When Channel Tres enters the track like a Darkskin Superhero on his EP, you can find loose monologues tucked in the beginning that set the stage while hiding Young’s memories in plain sight. “St. Julian” is the name of the barbershop he posted in, the guitar strums complemented by a clip of conversation from the sanctuary. Before “Topdown,” he calmly calls out for something different while gently reminding us that “a nigga really from the block tho.” The subtleties extend to his visual components as well, opting for a modern slice-of-life style, thrusting the listeners directly into the places and spaces that made him who he is. Turning on Channel Tres means walking into a Californian world that’s Black and vibrant, culturally opulent and unbothered by the trappings of the world. The “Jet Black” visual takes us to St. Julian, “Topdown” invites us to the proverbial cookout and “Controller” rides us down memory lane to a Sheldon Young who suffered from depression, anxiety, loss and a brush with death. He throws a trash can in finality, born anew from the struggles of the past. There’s an abundance of cool, and a dash of darkness.

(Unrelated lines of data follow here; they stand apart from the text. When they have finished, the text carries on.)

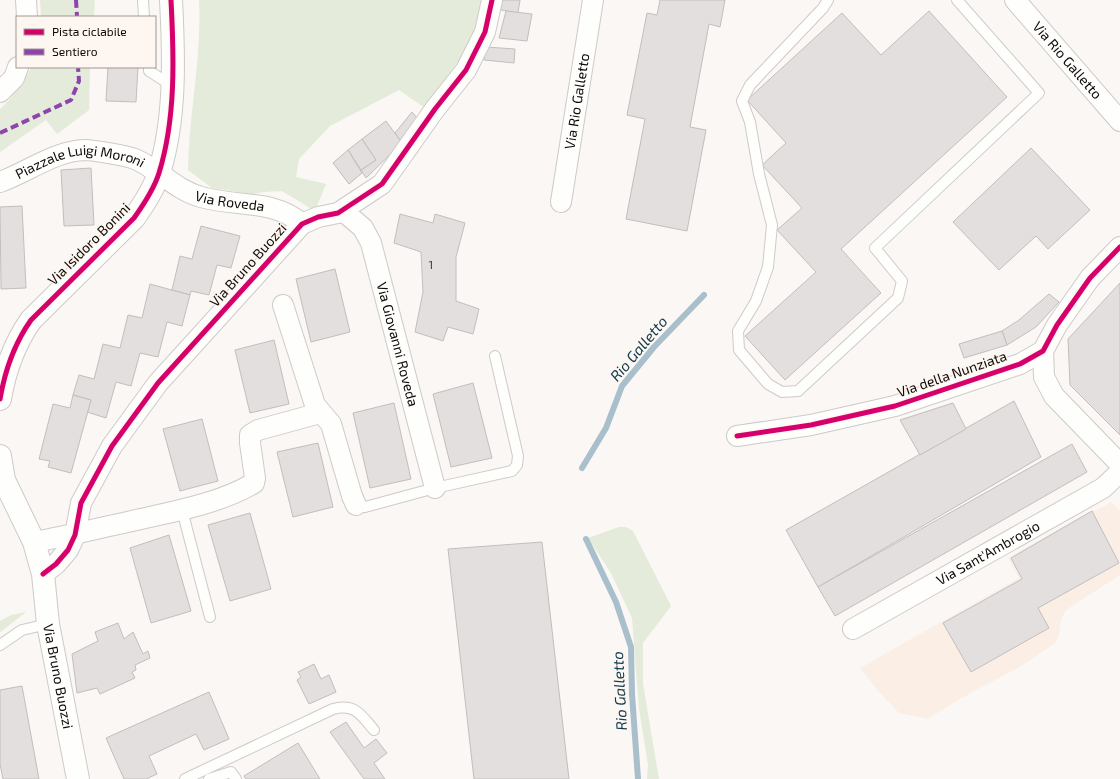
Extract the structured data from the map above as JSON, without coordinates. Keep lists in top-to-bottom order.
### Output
{
  "streets": {
    "street": [
      "Via Rio Galletto",
      "Piazzale Luigi Moroni",
      "Via Roveda",
      "Via Isidoro Bonini",
      "Via Bruno Buozzi",
      "Via Giovanni Roveda",
      "Via della Nunziata",
      "Via Sant'Ambrogio"
    ]
  },
  "crossings": [
    ["Piazzale Luigi Moroni", "Via Roveda"],
    ["Piazzale Luigi Moroni", "Via Isidoro Bonini"],
    ["Via Roveda", "Via Isidoro Bonini"],
    ["Via Roveda", "Via Bruno Buozzi"],
    ["Via Bruno Buozzi", "Via Giovanni Roveda"]
  ],
  "water": ["Rio Galletto"],
  "house_numbers": ["1"],
  "legend": ["Pista ciclabile", "Sentiero"]
}
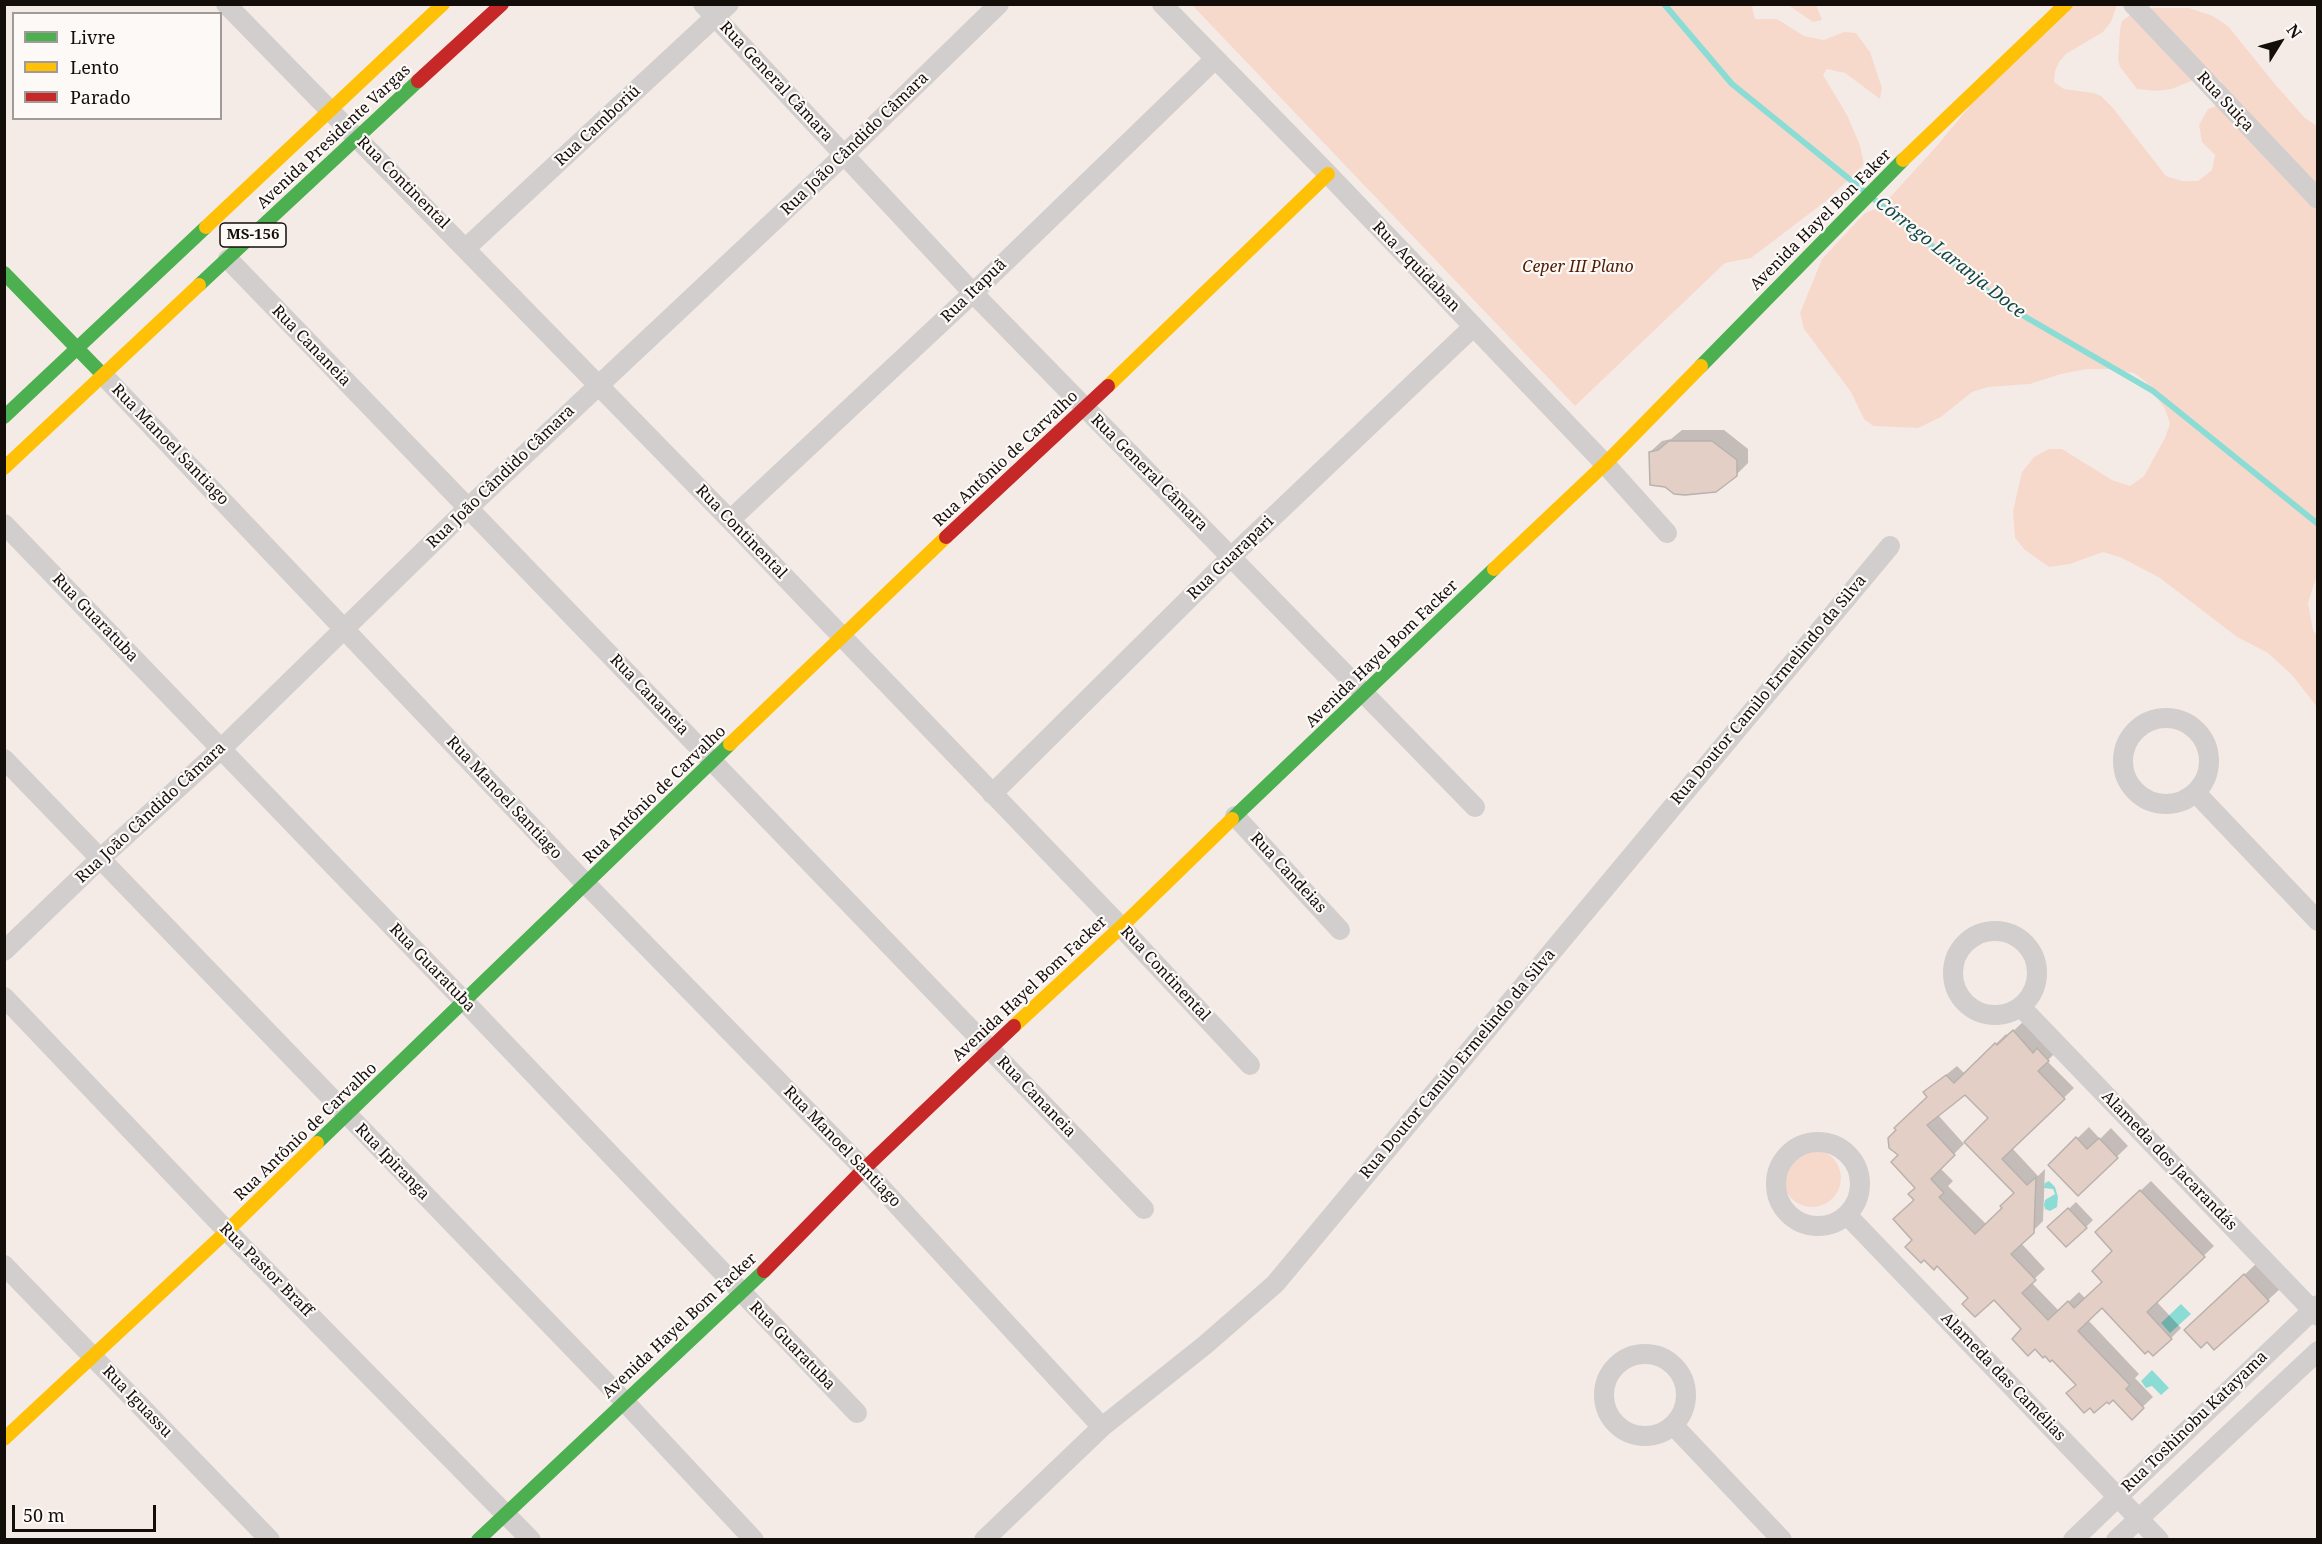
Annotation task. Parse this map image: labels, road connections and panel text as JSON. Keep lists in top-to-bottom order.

“That’s where I learned to be depressed,” Young recalls of the location. “That’s where I learned that I thought I wasn’t shit, because maybe this guy would have on some doper shoes than I got and we couldn’t afford it, so I would look at him like, ‘Damn, I wish I had what he had, he got all the girls.’ But that thinking is stupid, ’cause now that I’m where I am, I’ve been around all these niggas that got money or whatever, and you wouldn’t even know these niggas are millionaires. [Throwing the trash can] was just a way of me just lettin’ all that go. I had a gun pulled out on me on that street [with the palm trees,] and then we passed the house where I grew up, where my great-grandmother passed away. So it was just me just takin’ all that and bein’ real. It was really hard for me to even ride through and shoot the video, cuz it was just memories and shit. But you know, it was somethin’ freeing, and I’m thankful that people that look at that and feel like they can learn somethin’ or be interested in my head, you know?”

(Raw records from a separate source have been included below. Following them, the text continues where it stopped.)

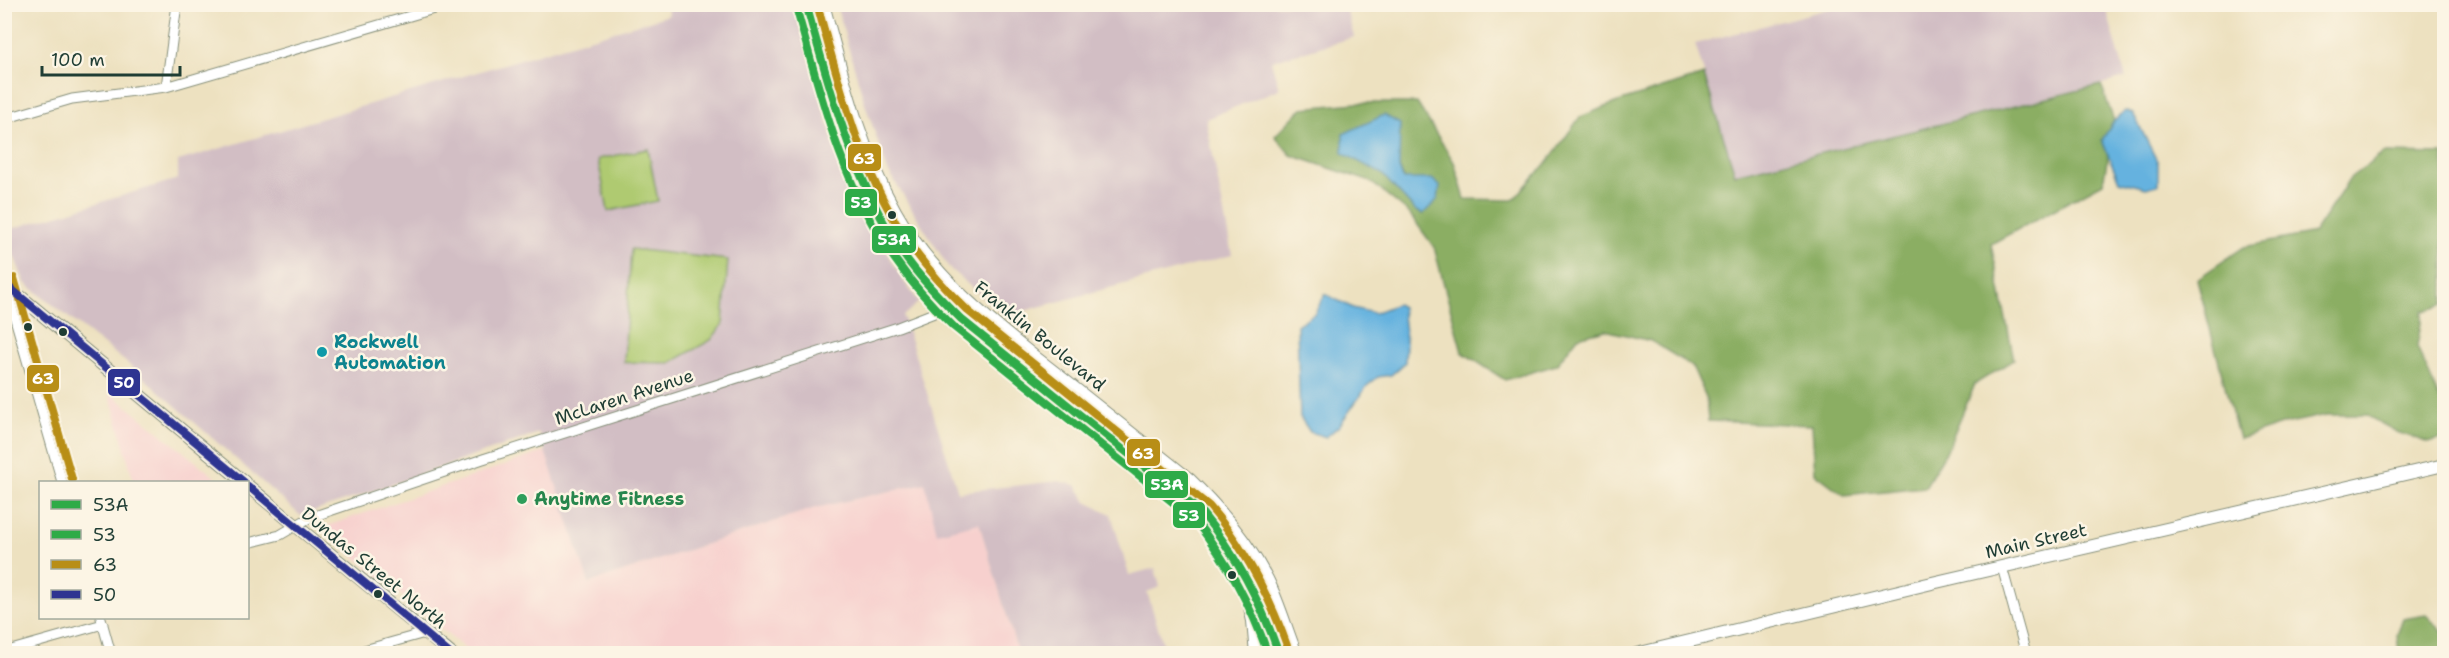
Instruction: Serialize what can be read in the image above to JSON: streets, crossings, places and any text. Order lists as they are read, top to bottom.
{
  "streets": {
    "main road": ["Franklin Boulevard", "Main Street", "Dundas Street North"],
    "street": ["McLaren Avenue"]
  },
  "crossings": [
    ["Franklin Boulevard", "McLaren Avenue"],
    ["McLaren Avenue", "Dundas Street North"]
  ],
  "places": ["Rockwell Automation", "Anytime Fitness"],
  "lines": [
    "transit line 53A",
    "transit line 63",
    "transit line 53",
    "transit line 50"
  ],
  "legend": [
    "53A",
    "53",
    "63",
    "50"
  ],
  "scale_bar": "100 m"
}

Contrary to the aforementioned, Sheldon Young is a self-described old man, in the late-20s sense, once the superhero glasses come off. (Alternatively, when the other side of the Gemini arrives.) He’s inside reading or playing piano once the show’s out. He complains of the winter weather as L.A. fluctuates between the 50s and 60s, which gets at his skin since his landlord never turned the heater on. He’s extremely personable over the phone, self-aware to a tee that he’s fulfilling his dream of puttin’ his block on in a way no one’s done it before, but he’s still done nothing. It’s that first taste of success, a product of all the choices he made and surviving all the traps his world set out for him. Considering how he’s gotten here makes “Controller” hit a little different.
“So your body is a game is like, forever, each and all of us have a body,” Young says. “We can choose to do what we do with it. But what you choose is what’s gonna project. So, when I was sayin’ my body was a game, it’s like, OK: I’m a handsome black man. I could fuckin’ use this, put some fuckin’ money in my pocket. Or I could use this shit to, you know, say, ‘Do evil,’ or whatever, but nah… I wanna use this shit for good.”